| RECORDS |
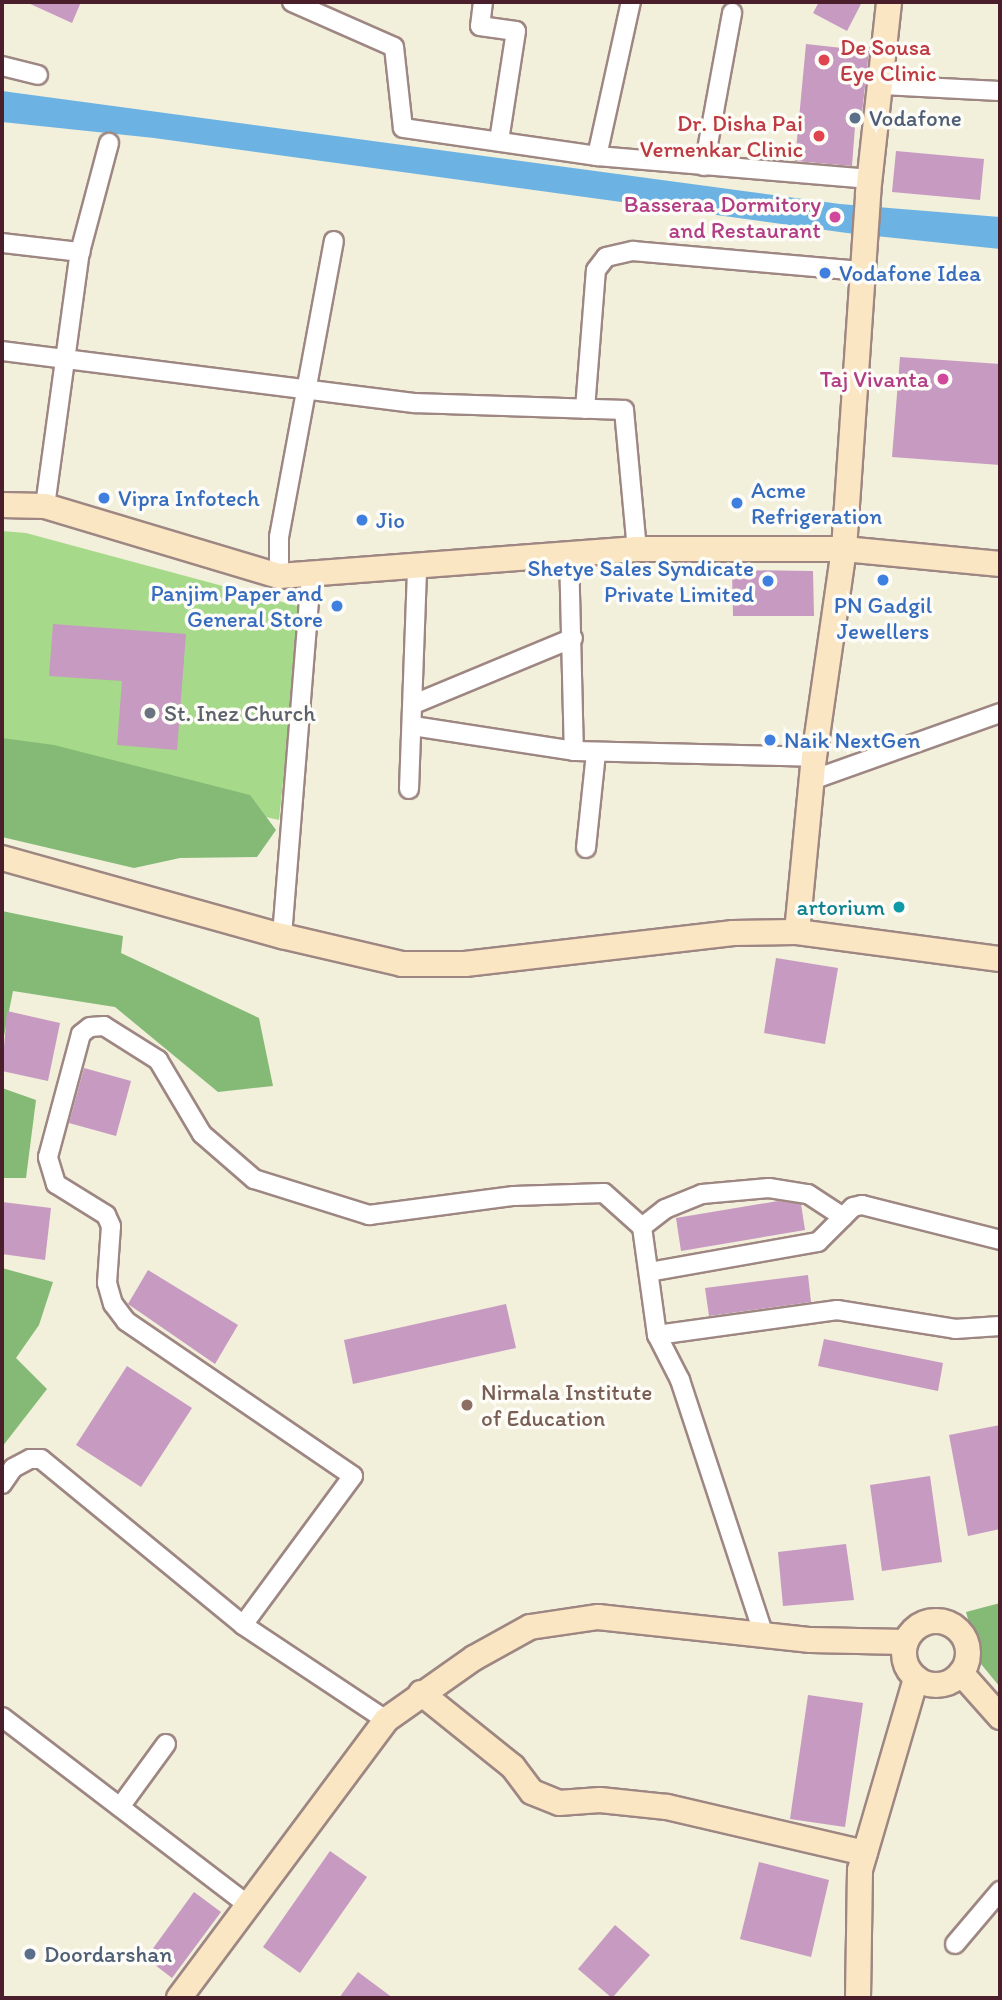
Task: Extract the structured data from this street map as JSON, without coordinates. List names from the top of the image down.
* * *
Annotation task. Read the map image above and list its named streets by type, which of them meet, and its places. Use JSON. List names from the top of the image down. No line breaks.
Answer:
* * *
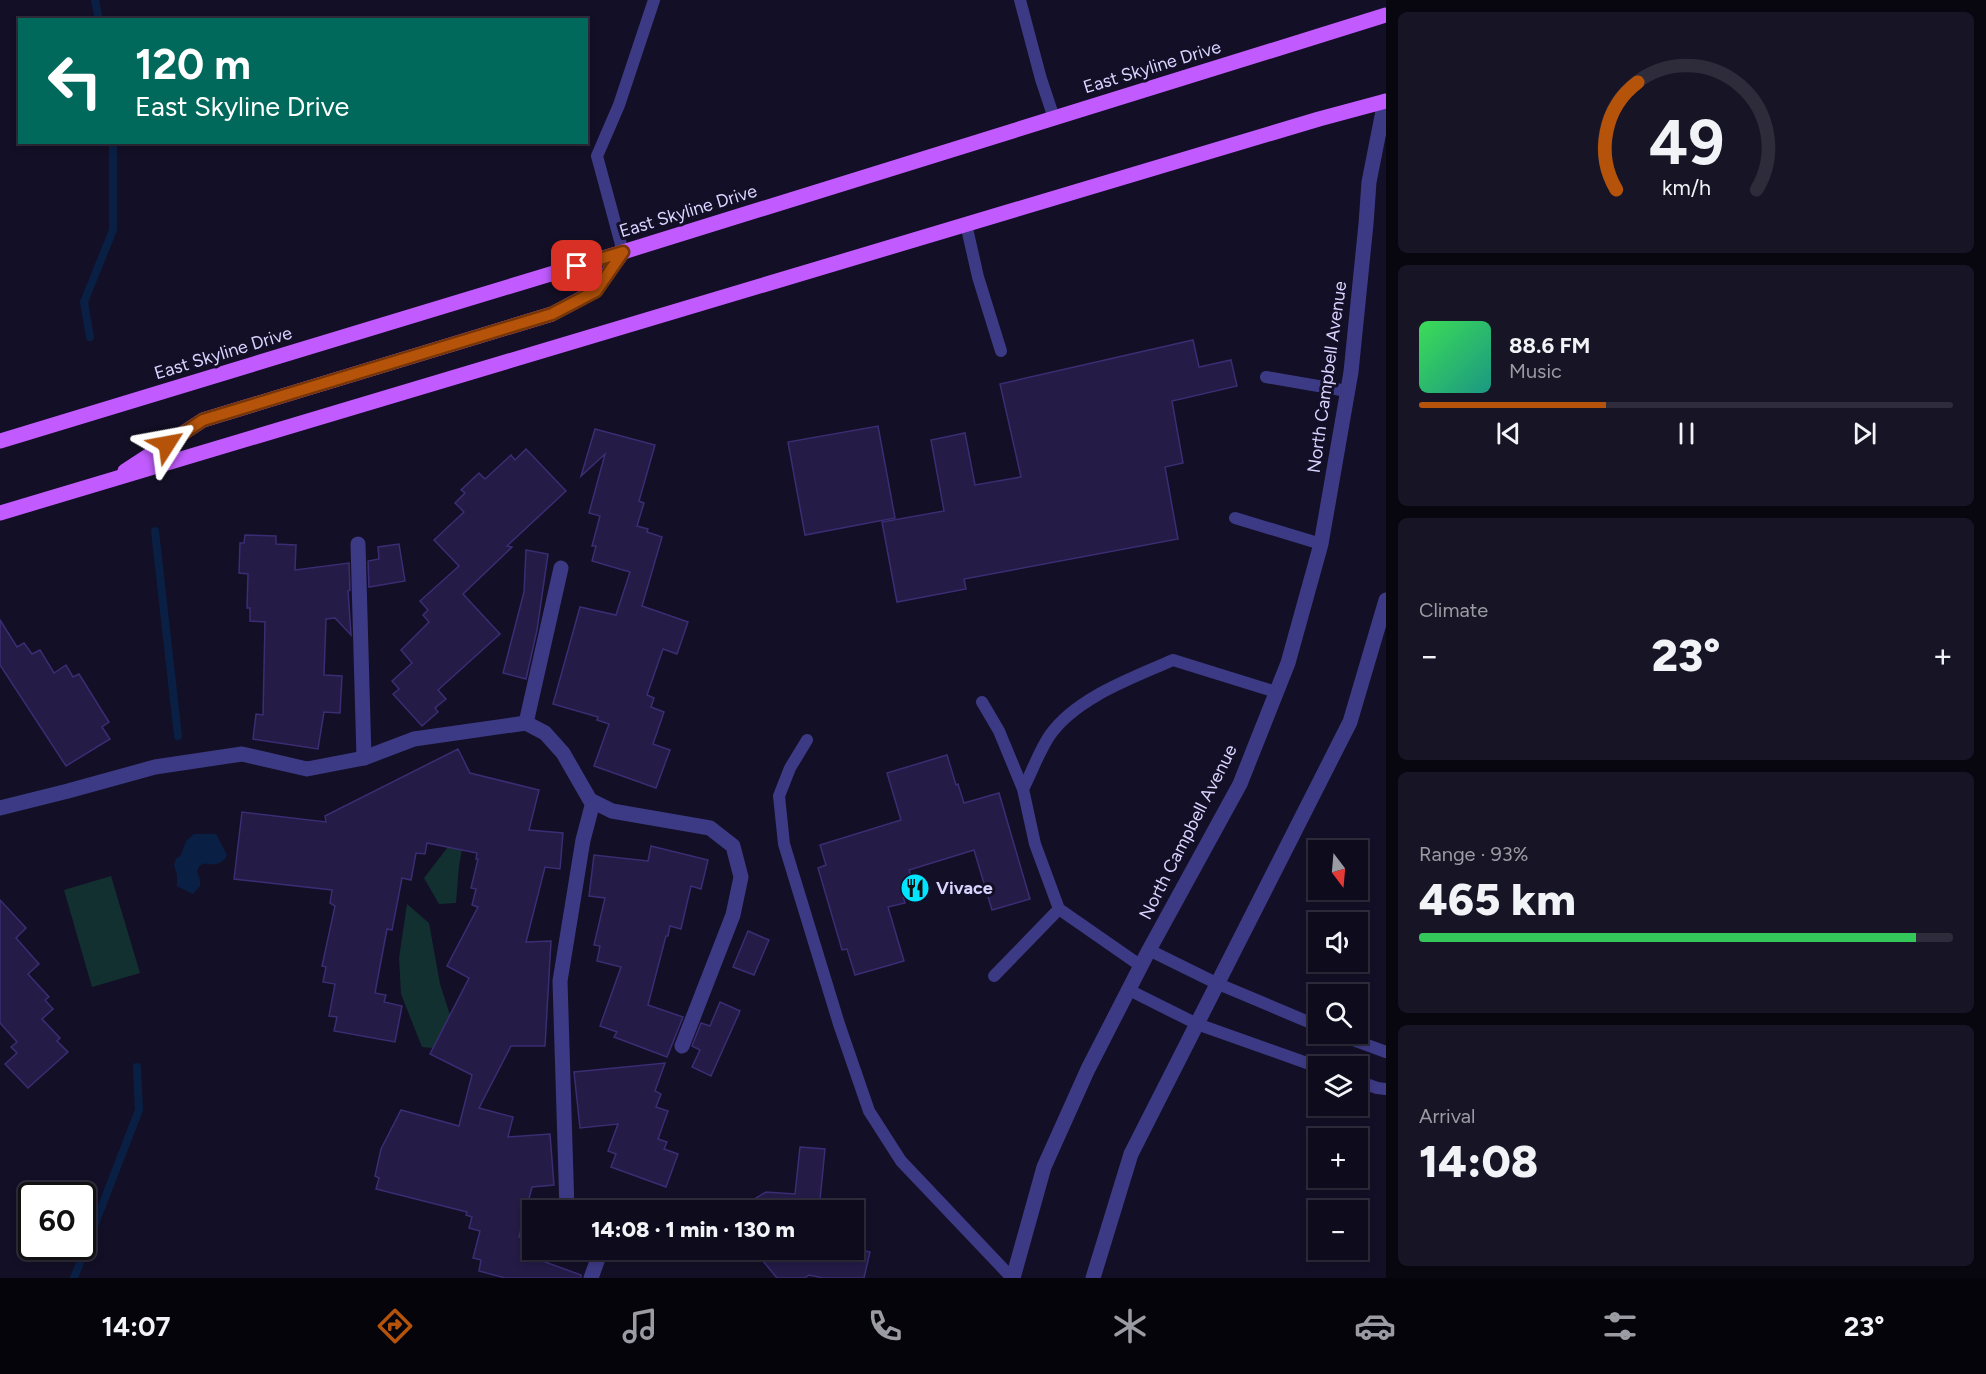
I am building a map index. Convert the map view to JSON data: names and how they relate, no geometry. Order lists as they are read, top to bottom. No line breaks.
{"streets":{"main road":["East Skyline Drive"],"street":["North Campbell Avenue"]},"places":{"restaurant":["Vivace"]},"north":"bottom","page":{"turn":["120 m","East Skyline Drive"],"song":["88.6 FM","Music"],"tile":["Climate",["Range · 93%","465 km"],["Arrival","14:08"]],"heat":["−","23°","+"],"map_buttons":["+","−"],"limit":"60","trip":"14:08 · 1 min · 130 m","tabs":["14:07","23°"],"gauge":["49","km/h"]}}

| PROBLEM TO SOLVE |
Looking at the records, report the number of lines that hold the string "from", with no other text.

| WRITTEN ANSWER |
2